[PATCHSET v10 sched_ext/for-6.15] sched_ext: split global idle cpumask into per-NUMA cpumasks

Andrea Righi <arighi@xxxxxxxxxx> · Fri, 7 Feb 2025 21:40:47 +0100

= Overview =

As discussed during the sched_ext office hours, using a global cpumask to
keep track of the idle CPUs can be inefficient and it may not scale really
well on large NUMA systems.

Therefore, split the idle cpumask into multiple per-NUMA node cpumasks to
improve scalability and performance on such large systems.

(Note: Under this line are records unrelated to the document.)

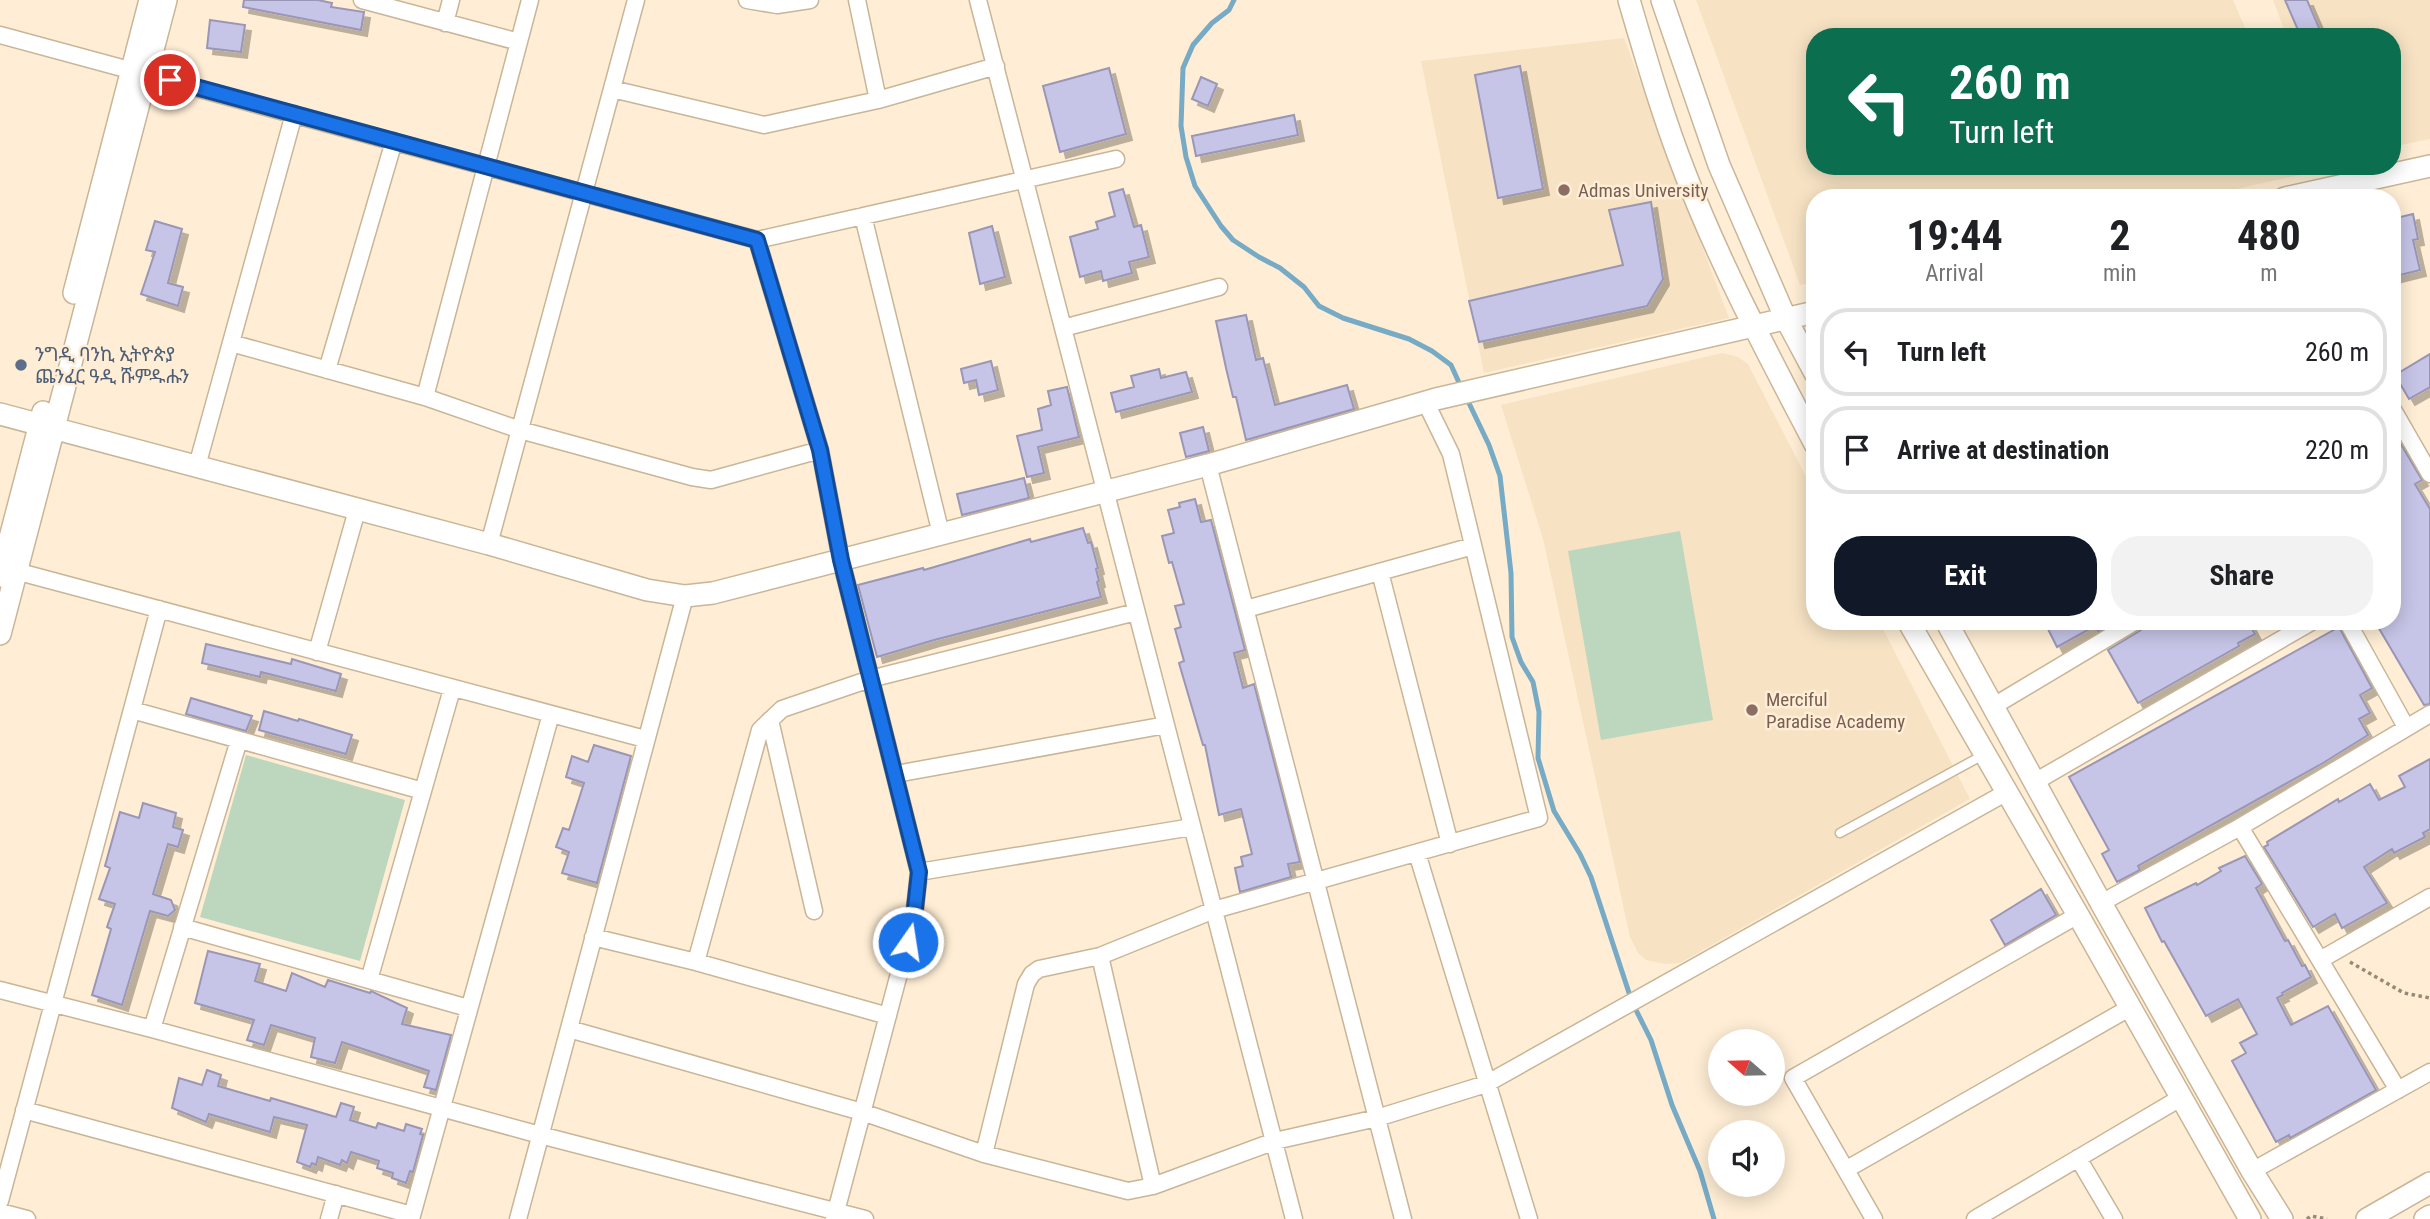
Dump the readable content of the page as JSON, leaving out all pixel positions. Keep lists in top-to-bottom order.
{
  "places": ["Admas University", "ንግዲ ባንኪ ኢትዮጵያ ጨንፈር ዓዲ ሹምዱሑን", "Merciful Paradise Academy"],
  "north": "left",
  "page": {
    "turn": ["260 m", "Turn left"],
    "eta": [
      "19:44",
      "Arrival",
      "2",
      "min",
      "480",
      "m"
    ],
    "list": [
      {
        "name": "Turn left",
        "value": "260 m"
      },
      {
        "name": "Arrive at destination",
        "value": "220 m"
      }
    ],
    "buttons": ["Exit", "Share"]
  }
}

Scalability issues seem to be more noticeable on Intel Sapphire Rapids
dual-socket architectures.

= Test =

Hardware:
 - System: DGX B200
    - CPUs: 224 SMT threads (112 physical cores)
    - Processor: INTEL(R) XEON(R) PLATINUM 8570
    - 2 NUMA nodes

Scheduler:
 - scx_simple [1] (so that we can focus at the built-in idle selection
   policy and not at the scheduling policy itself)

Test:
 - Run a parallel kernel build `make -j $(nproc)` and measure the average
   elapsed time over 10 runs:

          avg time | stdev
          ---------+------
 before:   52.431s | 2.895
  after:   50.342s | 2.895

= Conclusion =

Splitting the global cpumask into multiple per-NUMA cpumasks helped to
achieve a speedup of approximately +4% with this particular architecture
and test case.

The same test on a DGX-1 (40 physical cores, Intel Xeon E5-2698 v4 @
2.20GHz, 2 NUMA nodes) shows a speedup of around 1.5-3%.

On smaller systems, I haven't noticed any measurable regressions or
improvements with the same test (parallel kernel build) and scheduler
(scx_simple).

Moreover, with a modified scx_bpfland that uses the new NUMA-aware APIs I
observed an additional +2-2.5% performance improvement in the same test.

NOTE: splitting the global cpumask into multiple cpumasks may increase the
overhead of scx_bpf_pick_idle_cpu() or ops.select_cpu() (for schedulers
relying on the built-in CPU idle selection policy) in presence of multiple
NUMA nodes, particularly under high system load, since we may have to
access multiple cpumasks to find an idle CPU.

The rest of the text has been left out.